Mother’s Day – May 29th
The last Sunday of May is reserved for one of our most treasured family members, our mothers! This becomes a day of family reunions, where it’s tradition for all family members get together and bring special attention to their mothers. Interesting note, whereas other countries celebrate Mother’s day on the 8th of May, speculation exists as to why the DR changed theirs. Rumor has it Trujillo changed the holiday in order to coincide with his mother’s birthday, and the same is true for Father’s day, but we have not been able to verify the authenticity of this even though we searched high and low.
Corpus Christi – May 26th
The celebration takes place the Thursday following the eighth Sunday after Easter, or 60 days. What happens on this day, you ask? “Corpus Christi” which means the Body of Christ is the Catholic feast to commemorate the sacrament. Most Catholic Dominicans go to church for this celebration.
Father’s Day – July 24th
To celebrate our fathers, who are as important as mothers. Like Mother’s Day, it too has a separate date than countries overseas.
Restoration Day – August 16th
The Dominican Restoration War lasted from 1863 – 1865 in the Dominican Republic between nationalists and Spain, who had recolonized the country 17 years after its independence, with the help of Pedro Santana. On August 16, 1863, a new group under the leadership of Gregorio Luperón and Santiago Rodríguez made a daring raid on the capital Santo Domingo and raised the Dominican flag on the Capotillo hill. This action, known as El grito de Capotillo, was the beginning of the war. It ended with a Dominican victor and the withdrawal of Spanish forces from the country.
Mercedes Day – September 24th
Dominican Republic celebrates Mercedes Day in honor of Our Lady of Mercy, Patroness of Dominican Republic. This catholic holiday is celebrated throughout the country, and as with the Virgen de Altagracia Day, a series of events are held to commemorate the national holiday. Masses are celebrated in honor of the patron saint, followed by a procession through the Colonial Zone. The first apparition of the patron is claimed to have taken place in 1495 when she spoke to a group of Spanish soldiers who were fighting the Taino Indians. Our Lady of Mercies then appeared on several more occasions at Santo Cerro, where a church has been built in her honor.
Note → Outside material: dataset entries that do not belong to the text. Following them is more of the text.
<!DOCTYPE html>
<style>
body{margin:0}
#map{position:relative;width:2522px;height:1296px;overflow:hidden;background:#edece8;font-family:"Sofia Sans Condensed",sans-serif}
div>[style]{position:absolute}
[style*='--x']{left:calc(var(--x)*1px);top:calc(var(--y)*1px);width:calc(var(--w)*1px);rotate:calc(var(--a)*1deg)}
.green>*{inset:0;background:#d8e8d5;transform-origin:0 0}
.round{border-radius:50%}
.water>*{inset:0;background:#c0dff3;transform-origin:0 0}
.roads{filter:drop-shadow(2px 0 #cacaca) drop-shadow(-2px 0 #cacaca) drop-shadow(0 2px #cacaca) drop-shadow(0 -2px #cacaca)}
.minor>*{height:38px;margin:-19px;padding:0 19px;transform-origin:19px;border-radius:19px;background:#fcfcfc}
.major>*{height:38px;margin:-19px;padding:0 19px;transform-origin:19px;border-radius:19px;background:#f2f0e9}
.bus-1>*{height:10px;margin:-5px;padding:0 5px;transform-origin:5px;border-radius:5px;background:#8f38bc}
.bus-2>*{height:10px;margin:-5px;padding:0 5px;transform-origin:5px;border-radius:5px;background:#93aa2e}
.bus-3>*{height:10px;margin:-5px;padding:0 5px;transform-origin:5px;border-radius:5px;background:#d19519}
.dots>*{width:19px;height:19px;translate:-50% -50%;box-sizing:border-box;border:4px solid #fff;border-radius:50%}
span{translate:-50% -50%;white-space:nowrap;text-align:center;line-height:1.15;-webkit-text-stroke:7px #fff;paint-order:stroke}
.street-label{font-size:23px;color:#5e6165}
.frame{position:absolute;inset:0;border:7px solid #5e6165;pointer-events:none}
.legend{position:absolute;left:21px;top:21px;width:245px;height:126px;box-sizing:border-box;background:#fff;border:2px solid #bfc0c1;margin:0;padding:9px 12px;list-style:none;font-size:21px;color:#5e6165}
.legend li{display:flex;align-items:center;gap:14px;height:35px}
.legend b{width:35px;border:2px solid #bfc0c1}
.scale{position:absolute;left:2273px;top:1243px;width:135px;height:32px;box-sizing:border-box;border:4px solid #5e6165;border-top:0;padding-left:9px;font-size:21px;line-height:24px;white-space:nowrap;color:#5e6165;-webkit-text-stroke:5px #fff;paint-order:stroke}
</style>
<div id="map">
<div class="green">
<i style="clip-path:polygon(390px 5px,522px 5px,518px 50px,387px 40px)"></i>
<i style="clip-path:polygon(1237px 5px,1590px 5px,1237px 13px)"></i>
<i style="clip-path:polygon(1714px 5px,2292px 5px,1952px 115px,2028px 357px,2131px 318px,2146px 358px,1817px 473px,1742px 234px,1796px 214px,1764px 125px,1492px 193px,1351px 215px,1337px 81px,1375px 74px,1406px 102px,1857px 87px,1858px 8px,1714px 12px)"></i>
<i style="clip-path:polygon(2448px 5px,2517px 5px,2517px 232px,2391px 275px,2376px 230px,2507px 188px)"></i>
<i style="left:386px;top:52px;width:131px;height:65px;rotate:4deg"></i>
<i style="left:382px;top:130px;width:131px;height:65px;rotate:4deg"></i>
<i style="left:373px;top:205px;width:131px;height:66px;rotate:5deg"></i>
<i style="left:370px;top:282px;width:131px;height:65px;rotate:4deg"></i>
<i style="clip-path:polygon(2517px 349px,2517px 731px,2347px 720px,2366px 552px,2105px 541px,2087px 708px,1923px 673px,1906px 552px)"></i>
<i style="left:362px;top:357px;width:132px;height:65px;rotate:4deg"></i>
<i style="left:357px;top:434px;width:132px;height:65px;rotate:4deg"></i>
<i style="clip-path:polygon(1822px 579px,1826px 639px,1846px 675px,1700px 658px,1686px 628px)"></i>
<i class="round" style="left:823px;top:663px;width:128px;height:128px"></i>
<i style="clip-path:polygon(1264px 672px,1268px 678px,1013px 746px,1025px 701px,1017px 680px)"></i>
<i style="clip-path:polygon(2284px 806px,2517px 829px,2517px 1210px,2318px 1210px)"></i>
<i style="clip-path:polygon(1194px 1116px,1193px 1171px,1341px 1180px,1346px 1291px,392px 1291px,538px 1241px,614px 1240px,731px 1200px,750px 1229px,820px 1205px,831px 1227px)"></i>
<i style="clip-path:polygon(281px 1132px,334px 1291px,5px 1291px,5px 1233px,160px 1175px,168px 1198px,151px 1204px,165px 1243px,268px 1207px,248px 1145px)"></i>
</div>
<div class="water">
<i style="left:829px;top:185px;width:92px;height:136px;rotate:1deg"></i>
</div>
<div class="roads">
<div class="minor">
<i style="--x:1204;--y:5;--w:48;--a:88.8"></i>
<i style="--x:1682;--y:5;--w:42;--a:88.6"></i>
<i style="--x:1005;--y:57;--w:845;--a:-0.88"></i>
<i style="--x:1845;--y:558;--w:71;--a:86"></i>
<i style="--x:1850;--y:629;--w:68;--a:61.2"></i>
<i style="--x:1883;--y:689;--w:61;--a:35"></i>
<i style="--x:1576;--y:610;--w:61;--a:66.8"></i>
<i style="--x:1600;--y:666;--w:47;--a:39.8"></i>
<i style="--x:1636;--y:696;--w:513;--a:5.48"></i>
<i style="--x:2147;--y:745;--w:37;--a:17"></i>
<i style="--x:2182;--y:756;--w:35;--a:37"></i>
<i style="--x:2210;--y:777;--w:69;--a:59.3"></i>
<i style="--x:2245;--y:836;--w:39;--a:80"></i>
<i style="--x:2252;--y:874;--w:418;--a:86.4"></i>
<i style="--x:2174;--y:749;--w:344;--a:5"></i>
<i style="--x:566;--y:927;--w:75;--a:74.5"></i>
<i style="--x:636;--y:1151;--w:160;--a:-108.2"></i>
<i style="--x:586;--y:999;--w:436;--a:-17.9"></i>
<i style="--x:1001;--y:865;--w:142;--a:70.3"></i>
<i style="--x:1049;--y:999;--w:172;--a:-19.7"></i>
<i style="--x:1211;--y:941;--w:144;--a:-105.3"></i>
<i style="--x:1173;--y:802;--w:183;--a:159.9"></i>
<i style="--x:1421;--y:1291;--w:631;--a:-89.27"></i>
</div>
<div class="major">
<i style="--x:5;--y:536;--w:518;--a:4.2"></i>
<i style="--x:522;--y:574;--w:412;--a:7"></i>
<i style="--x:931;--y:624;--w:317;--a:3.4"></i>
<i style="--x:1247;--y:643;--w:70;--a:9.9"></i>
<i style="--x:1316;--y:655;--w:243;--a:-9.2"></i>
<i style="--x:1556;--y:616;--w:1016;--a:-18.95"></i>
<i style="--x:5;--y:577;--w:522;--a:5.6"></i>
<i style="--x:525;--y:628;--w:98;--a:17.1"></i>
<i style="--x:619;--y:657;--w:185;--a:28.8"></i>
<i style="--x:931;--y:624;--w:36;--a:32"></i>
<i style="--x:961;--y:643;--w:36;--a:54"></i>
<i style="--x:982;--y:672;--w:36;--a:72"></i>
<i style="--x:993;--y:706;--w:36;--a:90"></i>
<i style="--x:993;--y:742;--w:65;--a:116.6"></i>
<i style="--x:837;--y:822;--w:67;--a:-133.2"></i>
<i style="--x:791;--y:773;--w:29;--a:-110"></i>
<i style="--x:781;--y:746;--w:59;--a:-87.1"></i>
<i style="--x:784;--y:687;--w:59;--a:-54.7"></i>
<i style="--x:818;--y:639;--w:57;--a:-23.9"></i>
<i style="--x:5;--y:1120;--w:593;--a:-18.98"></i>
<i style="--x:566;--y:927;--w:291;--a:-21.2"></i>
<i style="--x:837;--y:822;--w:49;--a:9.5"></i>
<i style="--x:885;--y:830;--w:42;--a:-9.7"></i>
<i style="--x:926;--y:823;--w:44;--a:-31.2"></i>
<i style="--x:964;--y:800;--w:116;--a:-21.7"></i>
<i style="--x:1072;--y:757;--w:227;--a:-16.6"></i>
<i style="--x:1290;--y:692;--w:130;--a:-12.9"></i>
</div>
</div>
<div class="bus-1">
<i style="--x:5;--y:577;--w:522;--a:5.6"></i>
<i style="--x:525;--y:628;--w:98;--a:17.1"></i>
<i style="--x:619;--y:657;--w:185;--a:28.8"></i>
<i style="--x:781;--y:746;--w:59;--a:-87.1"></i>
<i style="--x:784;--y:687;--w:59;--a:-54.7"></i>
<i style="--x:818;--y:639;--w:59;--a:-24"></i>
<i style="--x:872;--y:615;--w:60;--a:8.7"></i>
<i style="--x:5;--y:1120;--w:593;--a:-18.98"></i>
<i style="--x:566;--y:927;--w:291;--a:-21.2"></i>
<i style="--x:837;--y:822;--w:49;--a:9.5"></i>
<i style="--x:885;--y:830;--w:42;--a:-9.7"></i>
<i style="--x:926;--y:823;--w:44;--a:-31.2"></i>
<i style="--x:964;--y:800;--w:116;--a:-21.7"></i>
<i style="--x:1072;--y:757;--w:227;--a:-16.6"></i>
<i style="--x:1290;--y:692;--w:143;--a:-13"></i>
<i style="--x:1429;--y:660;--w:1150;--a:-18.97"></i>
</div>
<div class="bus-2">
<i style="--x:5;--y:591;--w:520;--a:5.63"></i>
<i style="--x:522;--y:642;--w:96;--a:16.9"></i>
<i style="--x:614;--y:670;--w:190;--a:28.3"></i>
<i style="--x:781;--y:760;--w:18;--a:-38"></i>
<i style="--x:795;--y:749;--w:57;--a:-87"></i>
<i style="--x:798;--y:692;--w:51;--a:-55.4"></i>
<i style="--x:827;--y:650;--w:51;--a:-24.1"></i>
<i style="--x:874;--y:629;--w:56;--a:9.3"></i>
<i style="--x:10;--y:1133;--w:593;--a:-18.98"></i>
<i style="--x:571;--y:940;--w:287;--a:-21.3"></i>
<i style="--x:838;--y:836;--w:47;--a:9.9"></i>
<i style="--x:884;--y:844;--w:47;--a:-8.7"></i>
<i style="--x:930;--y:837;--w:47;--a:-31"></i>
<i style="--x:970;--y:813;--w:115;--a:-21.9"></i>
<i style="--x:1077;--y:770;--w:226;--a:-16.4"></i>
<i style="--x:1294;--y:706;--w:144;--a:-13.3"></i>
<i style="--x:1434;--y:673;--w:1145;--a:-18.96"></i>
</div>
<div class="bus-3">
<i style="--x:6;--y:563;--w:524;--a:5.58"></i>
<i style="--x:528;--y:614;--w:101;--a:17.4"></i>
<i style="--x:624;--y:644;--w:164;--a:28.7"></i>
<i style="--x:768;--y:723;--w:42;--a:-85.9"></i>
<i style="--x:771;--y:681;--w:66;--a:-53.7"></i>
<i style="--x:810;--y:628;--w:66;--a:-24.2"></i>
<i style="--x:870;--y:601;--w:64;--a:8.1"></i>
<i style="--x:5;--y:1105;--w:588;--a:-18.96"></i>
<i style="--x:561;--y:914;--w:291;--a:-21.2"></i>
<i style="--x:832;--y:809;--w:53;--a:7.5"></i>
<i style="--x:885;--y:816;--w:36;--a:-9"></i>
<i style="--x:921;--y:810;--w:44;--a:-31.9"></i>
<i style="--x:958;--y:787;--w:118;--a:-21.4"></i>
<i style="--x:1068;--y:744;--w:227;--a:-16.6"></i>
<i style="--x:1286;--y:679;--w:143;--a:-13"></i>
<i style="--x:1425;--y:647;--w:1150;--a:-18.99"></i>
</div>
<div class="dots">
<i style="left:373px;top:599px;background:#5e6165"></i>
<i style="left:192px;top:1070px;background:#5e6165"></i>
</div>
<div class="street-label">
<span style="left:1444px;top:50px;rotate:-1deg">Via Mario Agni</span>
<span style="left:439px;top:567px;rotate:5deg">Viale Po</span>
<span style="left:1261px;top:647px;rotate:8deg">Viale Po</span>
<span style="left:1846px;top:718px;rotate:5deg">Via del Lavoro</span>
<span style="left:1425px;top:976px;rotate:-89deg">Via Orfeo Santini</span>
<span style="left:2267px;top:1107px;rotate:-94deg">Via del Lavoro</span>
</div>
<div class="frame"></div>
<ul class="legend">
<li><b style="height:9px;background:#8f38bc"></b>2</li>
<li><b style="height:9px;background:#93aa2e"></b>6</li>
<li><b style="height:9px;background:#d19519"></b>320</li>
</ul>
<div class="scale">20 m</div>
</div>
Constitution Day – November 6th
On the 6th of November in the year 1844, the same year in which the Dominican Republic was proclaimed an independent nation (Feb 27th), the first Constitution was signed in San Cristóbal, a town nearby Santo Domingo, where it was influenced by the laws of the Spanish, French and North-Americans.
It is so interesting, and important, to learn the history of any country, especially if it is the one you are from. It fills you with a sense of pride and patriotism, and makes the celebrations and calendar-highlighted holidays all the more meaningful.
We hope you are around during these dates so you can celebrate with us! TOMORROW there is Catholic Mass in the St. Stanislaus church tomorrow at 5pm to commemorate the Virgen de la Altagracia. See you there!